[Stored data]
--- START ---

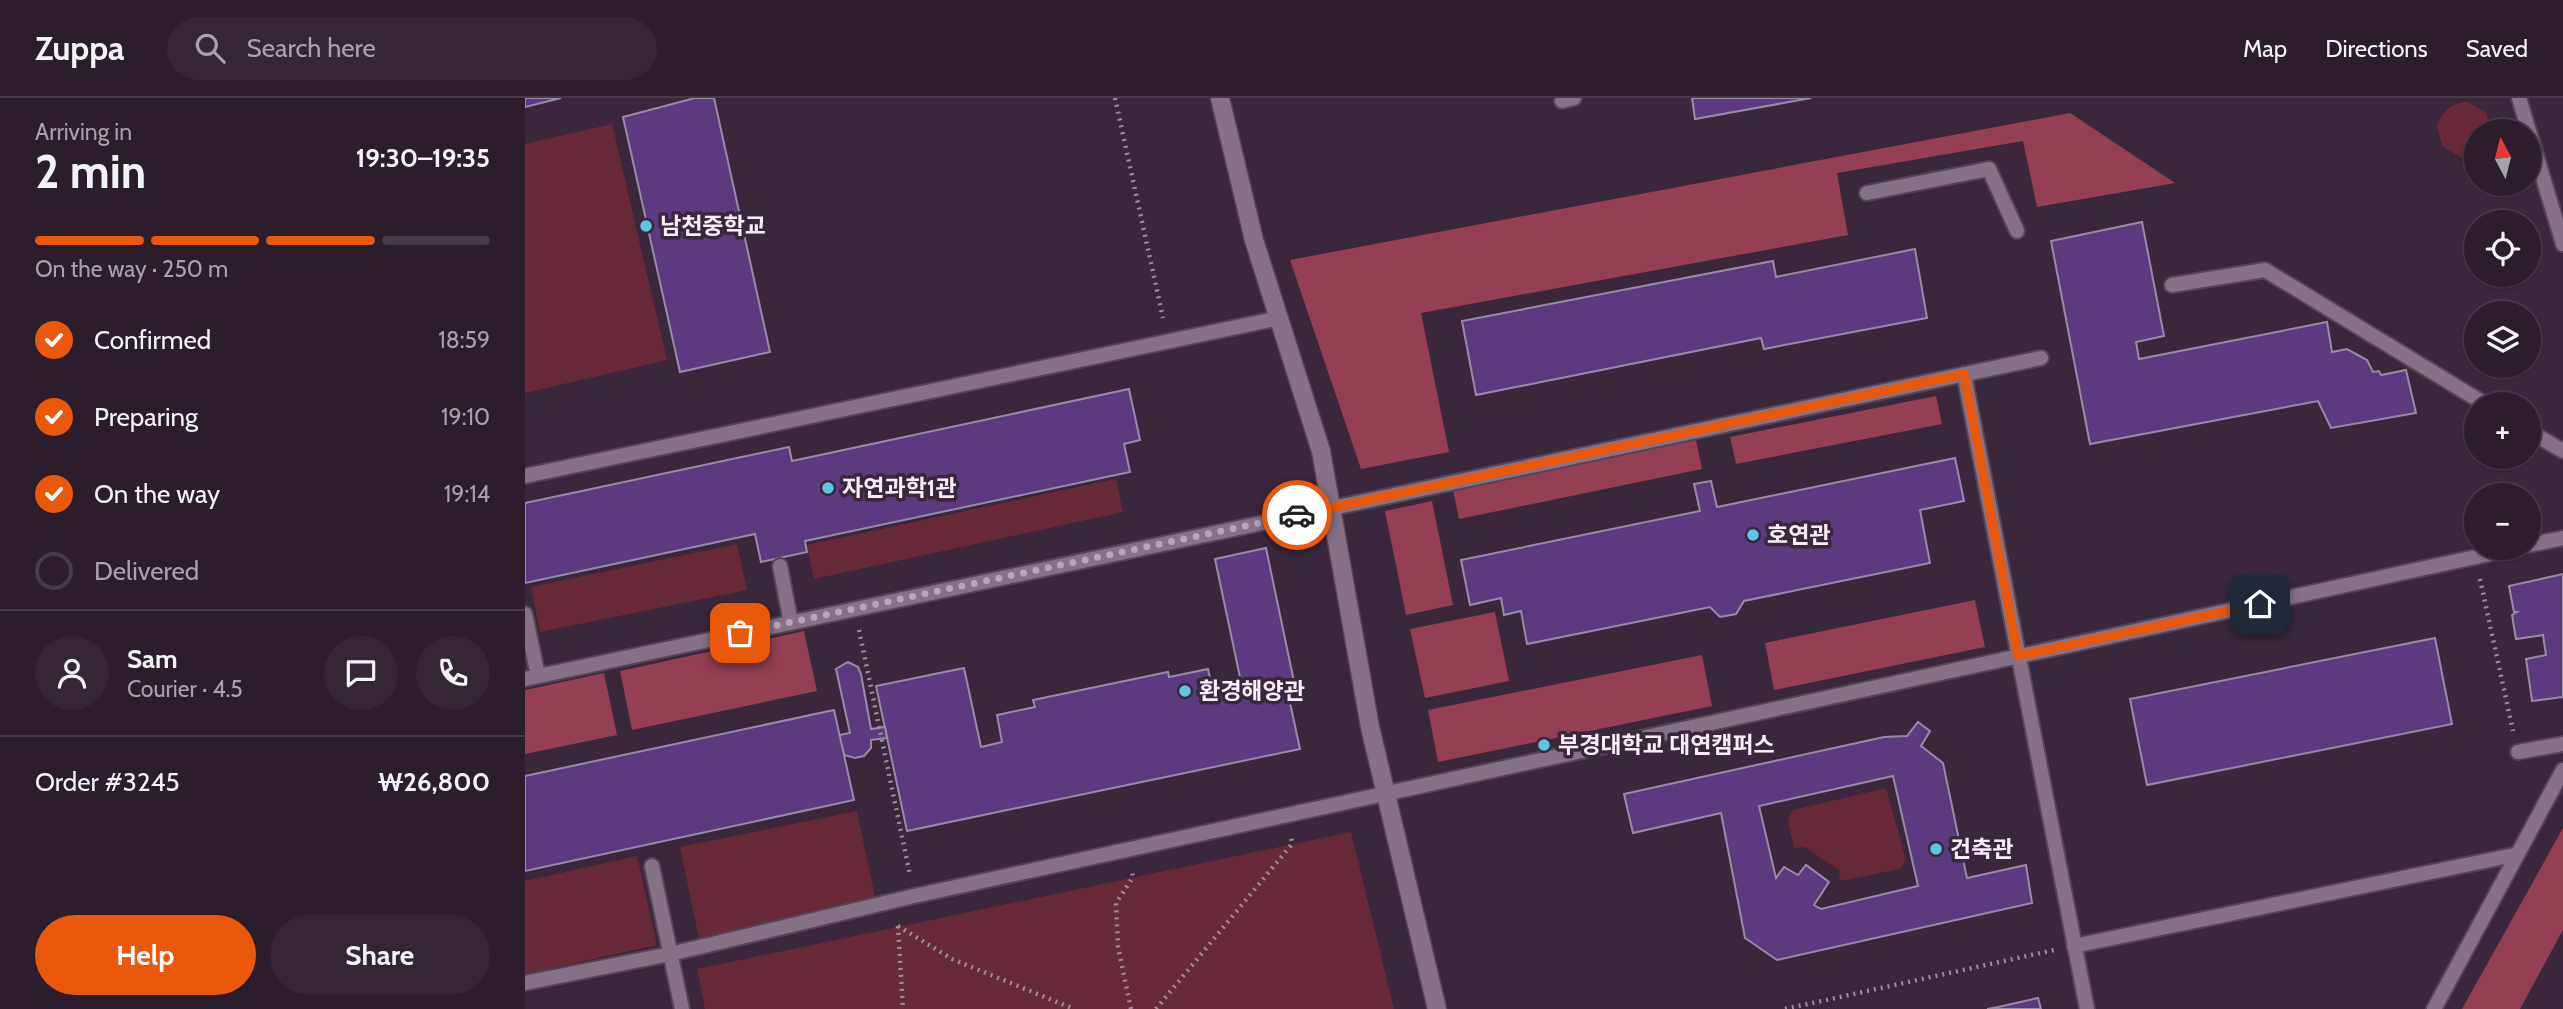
<!DOCTYPE html>
<html lang="en">
<head>
<meta charset="utf-8">
<style>
	body { margin:0; font-family:Cabin,"Noto Sans KR",sans-serif; background:#342634; color:#f1f3f6; height:100vh; display:flex; flex-direction:column; font-size:26px; white-space:nowrap }
	* { box-sizing:border-box; margin:0 }
	p { font-size:23px; color:#a6a2a9 }
	.icon { flex:none; width:38px; height:38px; fill:none; stroke:currentColor; stroke-width:2; stroke-linecap:round; stroke-linejoin:round }
	.map { position:relative; flex:1; overflow:hidden }
	.sheet { display:flex; flex-direction:column; background:#2c1d2c; width:525px }
	.sheet>* { flex:none }
	.needle { width:46px; rotate:353deg }
	.tools { position:absolute; left:1939px; top:21px; display:grid; gap:14px }
	.tools a { display:grid; place-items:center; width:77px; height:77px; border-radius:50%; background:#2c1d2c; box-shadow:0 2px 5px #0004,0 0 0 2px #483b48; font-size:35px }
	.pin { position:absolute; display:grid; place-items:center; width:60px; height:60px; color:#fff; margin:-30px; border-radius:14px; box-shadow:0 4px 10px #0006 }
	.courier { position:absolute; display:grid; place-items:center; width:70px; height:70px; margin:-35px; border:5px solid #ea580c; border-radius:50%; background:#fff; color:#222; box-shadow:0 2px 9px #0007 }
	.overview em { font-style:normal; font-weight:700 }
	.overview div { display:flex; flex-direction:column-reverse }
	.overview { display:flex; align-items:center; justify-content:space-between; height:119px; padding:0 35px }
	h1 { font-size:46px; font-weight:700; line-height:52px }
	.bar { display:grid; grid-template-columns:repeat(4,1fr); gap:10px 7px; align-content:center; height:84px; padding:0 35px }
	.bar i { height:9px; border-radius:5px; background:#483b48 }
	.bar .selected { background:#ea580c }
	.bar p { grid-column:span 4 }
	.line { display:flex; align-items:center; gap:18px; padding:0 35px; border-top:2px solid #483b48 }
	.line div { flex:1 }
	.round { display:grid; place-items:center; flex:none; width:74px; height:74px; border-radius:37px; background:#342634 }
	ol { padding:0 35px; list-style:none }
	li { display:flex; align-items:center; gap:21px; height:77px }
	li p { margin-inline-start:auto }
	li .icon { padding:7px; border-radius:50%; background:#ea580c; color:#fff; stroke-width:4 }
	li:last-child { color:#a6a2a9 }
	li i { width:38px; height:38px; border:4px solid #483b48; border-radius:50% }
	.cta { display:flex; gap:14px; margin-top:auto; padding:14px 35px }
	.cta a { flex:1; height:80px; border-radius:42px; background:#ea580c; color:#fff; font-size:28px; font-weight:700; line-height:80px; text-align:center }
	.cta a+a { background:#342634; color:#f1f3f6 }
	header { display:flex; align-items:center; gap:42px; box-sizing:border-box; height:98px; padding:0 35px; background:#2c1d2c; border-bottom:2px solid #483b48 }
	header strong { font-size:33px }
	nav { display:flex; gap:38px; margin-inline-start:auto; font-size:24px }
	.search { width:490px; height:63px; background:#342634; display:flex; align-items:center; gap:18px; box-sizing:border-box; padding:0 24px; border-radius:38px; color:#a6a2a9; font-size:26px }
	main { display:flex; flex:1; min-height:0 }
	.map>svg:first-child { display:block }
</style>
</head>
<body>
<header>
<strong>Zuppa</strong>
<div class="search"><svg class="icon" aria-label="search" viewBox="0 0 24 24"><circle cx="10" cy="10" r="6"/><path d="M15 15l6 6"/></svg>Search here</div>
<nav><a>Map</a><a>Directions</a><a>Saved</a></nav>
</header>
<main>
<section class="sheet">
<div class="overview"><div><h1>2 min</h1><p>Arriving in</p></div><em>19:30–19:35</em></div>
<div class="bar"><i class="selected"></i><i class="selected"></i><i class="selected"></i><i></i><p>On the way · 250 m</p></div>
<ol>
<li><svg class="icon" aria-label="check" viewBox="0 0 24 24"><path d="M5 12l5 5 9-10"/></svg>Confirmed<p>18:59</p></li>
<li><svg class="icon" aria-label="check" viewBox="0 0 24 24"><path d="M5 12l5 5 9-10"/></svg>Preparing<p>19:10</p></li>
<li><svg class="icon" aria-label="check" viewBox="0 0 24 24"><path d="M5 12l5 5 9-10"/></svg>On the way<p>19:14</p></li>
<li><i></i>Delivered</li>
</ol>
<div class="line" style="height:126px"><a class="round"><svg class="icon" aria-label="person" viewBox="0 0 24 24"><circle cx="12" cy="8" r="4"/><path d="M4 21q1-7 8-7t8 7"/></svg></a><div><b>Sam</b><p>Courier · 4.5</p></div><a class="round"><svg class="icon" aria-label="chat" viewBox="0 0 24 24"><path d="M4 5h16v11H9l-5 4z"/></svg></a><a class="round"><svg class="icon" aria-label="phone" viewBox="0 0 24 24"><path d="M5 4h4l2 5-3 2q2 4 5 5l2-3 5 2v4C11 20 4 13 5 4z"/></svg></a></div>
<div class="line" style="height:91px"><div>Order #3245</div><b>₩26,800</b></div>
<div class="cta"><a>Help</a><a>Share</a></div>
</section>
<div class="map">
<svg width="2038" height="911" viewBox="0 0 2038 911">
	<rect width="100%" height="100%" fill="#3a273b"/>
	<!-- green -->
	<g fill="#682938">
		<path d="M1943,4L1961,15L1967,33H1951V56L1935,59L1917,48L1912,28C1918,12 1926,5 1943,4Z"/>
		<polygon points="87,26 142,262 0,295 0,46"/>
		<polygon points="591,381 598,414 289,481 282,447"/>
		<polygon points="212,446 222,492 15,534 6,489"/>
		<polygon points="1361,690 1381,762 1375,771 1315,783 1314,772 1279,749 1269,750 1263,722 1268,712"/>
		<polygon points="332,713 351,804 174,841 155,749"/>
		<polygon points="826,734 869,911 180,911 172,871"/>
		<polygon points="112,758 132,847 0,876 0,783"/>
	</g>
	<!-- forest -->
	<g fill="#943f53">
		<polygon points="1545,15 1650,85 1512,109 1498,43 1312,75 1323,137 896,215 924,354 836,371 765,162"/>
		<polygon points="1411,298 1417,326 1211,366 1205,339"/>
		<polygon points="1171,342 1177,371 934,421 928,392"/>
		<polygon points="907,403 928,507 881,517 860,413"/>
		<polygon points="1450,502 1460,549 1249,592 1240,545"/>
		<polygon points="970,514 984,583 900,600 885,531"/>
		<polygon points="279,533 292,593 107,632 95,573"/>
		<polygon points="1177,557 1187,608 913,664 903,612"/>
		<polygon points="79,575 92,637 0,656 0,592"/>
		<polygon points="2038,730 2038,832 1995,911 1937,911"/>
	</g>
	<!-- building -->
	<g fill="#5b3a80" stroke="#978ca8" stroke-width="2" fill-rule="evenodd">
		<polygon points="0,0 36,0 0,9"/>
		<polygon points="170,0 189,0 245,254 155,274 98,19"/>
		<polygon points="1167,0 1286,0 1170,21"/>
		<polygon points="1617,124 1639,238 1611,244 1614,261 1802,224 1807,254 1822,251 1842,262 1848,274 1854,273 1856,277 1881,272 1891,315 1806,330 1793,303 1565,346 1526,143"/>
		<polygon points="1390,151 1402,220 1239,251 1236,240 951,297 937,223 1248,163 1251,179"/>
		<polygon points="604,291 615,342 599,346 605,374 280,443 282,454 236,464 230,436 0,485 0,405 264,349 267,363"/>
		<polygon points="1430,360 1439,403 1395,412 1405,465 1219,503 1211,516 1195,519 1185,509 1002,546 996,513 979,517 976,500 945,507 936,462 1175,413 1169,386 1186,383 1192,409"/>
		<polygon points="741,450 772,598 764,600 775,651 382,733 351,588 439,570 456,649 477,644 472,617 510,609 508,602 643,574 644,579 683,571 687,589 716,584 690,461"/>
		<polygon points="2038,476 2038,599 2007,603 2001,561 2021,557 2018,537 1991,541 1987,517 1992,514 1989,514 1984,488"/>
		<polygon points="1910,540 1927,626 1622,687 1605,601"/>
		<polygon points="323,564 333,569 336,576 346,631 360,629 362,640 346,642 346,650 339,658 330,660 319,657 314,637 325,635 311,571"/>
		<polygon points="309,612 329,702 0,773 0,678"/>
		<path d="M1393,624L1405,633L1396,648L1418,665L1442,780L1501,767L1507,805L1252,862L1220,840L1196,715L1108,735L1099,696L1359,639L1382,638ZM1368,678L1393,788L1296,811L1289,807L1304,784L1281,767L1273,777L1259,769L1251,780L1234,708Z"/>
		<polygon points="1513,900 1516,911 1462,911 1473,909"/>
	</g>
	<g fill="none" stroke-linecap="round" stroke-linejoin="round">
		<defs>
			<g id="service">
				<polyline points="1994,0 2038,146"/>
				<polyline points="1037,3 1049,0"/>
				<polyline points="1342,95 1464,71 1492,133"/>
				<polyline points="1647,187 1740,172 1960,306"/>
				<polyline points="1439,276 1562,911"/>
				<polyline points="2004,333 2038,353"/>
				<polyline points="0,378 755,220"/>
				<polyline points="2004,447 2038,440"/>
				<polyline points="255,468 266,525"/>
				<polyline points="0,516 13,578"/>
				<polyline points="0,581 1516,260"/>
				<polyline points="1993,654 2038,646"/>
				<polyline points="127,768 157,911"/>
				<polyline points="1549,848 1989,757"/>
				<polyline points="0,885 145,856 389,798 1992,450"/>
				<polyline points="1909,911 2038,672"/>
			</g>
			<polyline id="minor" points="695,0 729,142 796,353 845,629 912,911"/>
		</defs>
		<!-- service casing -->
		<use href="#service" stroke="#544555" stroke-width="18"/>
		<!-- minor casing -->
		<use href="#minor" stroke="#544555" stroke-width="21"/>
		<!-- path -->
		<g stroke="#9d8e9e" stroke-width="4.5" stroke-dasharray="2 5" stroke-linecap="butt">
			<polyline points="590,0 638,220"/>
			<polyline points="1955,481 1988,633"/>
			<polyline points="334,532 385,777"/>
			<polyline points="373,828 427,861 549,911"/>
			<polyline points="373,828 378,911"/>
			<polyline points="606,911 593,849 591,805 608,779 607,773"/>
			<polyline points="631,911 767,746 766,737"/>
			<polyline points="1260,911 1529,852"/>
		</g>
		<!-- service -->
		<use href="#service" stroke="#867187" stroke-width="14"/>
		<!-- minor -->
		<use href="#minor" stroke="#867187" stroke-width="18"/>
	</g>
	<g fill="none" stroke-linecap="round" stroke-linejoin="round">
		<!-- done -->
		<polyline stroke="#b6a7b6" stroke-width="7" stroke-dasharray="0 12.6" points="215,535 772,417"/>
		<!-- route -->
		<polyline stroke="#ea580c" stroke-width="9" points="772,417 1439,276 1493,558 1735,506"/>
	</g>
	<!-- markers -->
	<g fill="#5ac8e5" stroke="#3a273b" stroke-width="2.5">
		<circle cx="121" cy="128" r="7"/>
		<circle cx="303" cy="390" r="7"/>
		<circle cx="1228" cy="437" r="7"/>
		<circle cx="660" cy="593" r="7"/>
		<circle cx="1019" cy="647" r="7"/>
		<circle cx="1411" cy="751" r="7"/>
	</g>
	<g text-anchor="middle" stroke-width="7" stroke-linejoin="round" paint-order="stroke">
		<!-- poi labels -->
		<g font-size="23" font-weight="bold" fill="#f8ecf9" stroke="#3a273b" text-anchor="start">
			<text x="135" y="136">남천중학교</text>
			<text x="317" y="398">자연과학1관</text>
			<text x="1242" y="445">호연관</text>
			<text x="674" y="601">환경해양관</text>
			<text x="1033" y="655">부경대학교 대연캠퍼스</text>
			<text x="1425" y="759">건축관</text>
		</g>
	</g>
</svg>
<div class="tools">
<a><svg class="needle" viewBox="-14 -14 28 28"><path d="M0-13l5 13h-10z" fill="#e53935"/><path d="M0 13l5-13h-10z" fill="#a6a2a9"/></svg></a>
<a><svg class="icon" aria-label="locate" viewBox="0 0 24 24"><circle cx="12" cy="12" r="6"/><path d="M12 2v4M12 18v4M2 12h4M18 12h4"/></svg></a>
<a><svg class="icon" aria-label="layers" viewBox="0 0 24 24"><path d="M12 4l9 5-9 5-9-5zM3 14l9 5 9-5"/></svg></a>
<a>+</a>
<a>−</a>
</div>
<div class="pin" style="left:215px;top:535px;background:#ea580c"><svg class="icon" aria-label="bag" viewBox="0 0 24 24"><path d="M5 8h14l-1 12H6zM9 8a3 3 0 0 1 6 0"/></svg></div>
<div class="pin" style="left:1735px;top:506px;background:#1f2937"><svg class="icon" aria-label="home" viewBox="0 0 24 24"><path d="M3 11l9-7 9 7M6 9v11h12V9"/></svg></div>
<div class="courier" style="left:772px;top:417px"><svg class="icon" aria-label="car" viewBox="0 0 24 24"><path d="M5 17H2v-5l4-1 3-4h7l3 4 3 1v5h-3M9 17h6M6 11h13"/><circle cx="7" cy="17" r="2"/><circle cx="17" cy="17" r="2"/></svg></div>
</div>
</main>
</body>
</html>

--- END ---

In the records above, take every line from the opening one through the line with "background:#342634; color:#f1f3f6; height:100vh;" and repeat it exactly; pictures are not part of the copy.

Response area:
<!DOCTYPE html>
<html lang="en">
<head>
<meta charset="utf-8">
<style>
	body { margin:0; font-family:Cabin,"Noto Sans KR",sans-serif; background:#342634; color:#f1f3f6; height:100vh; display:flex; flex-direction:column; font-size:26px; white-space:nowrap }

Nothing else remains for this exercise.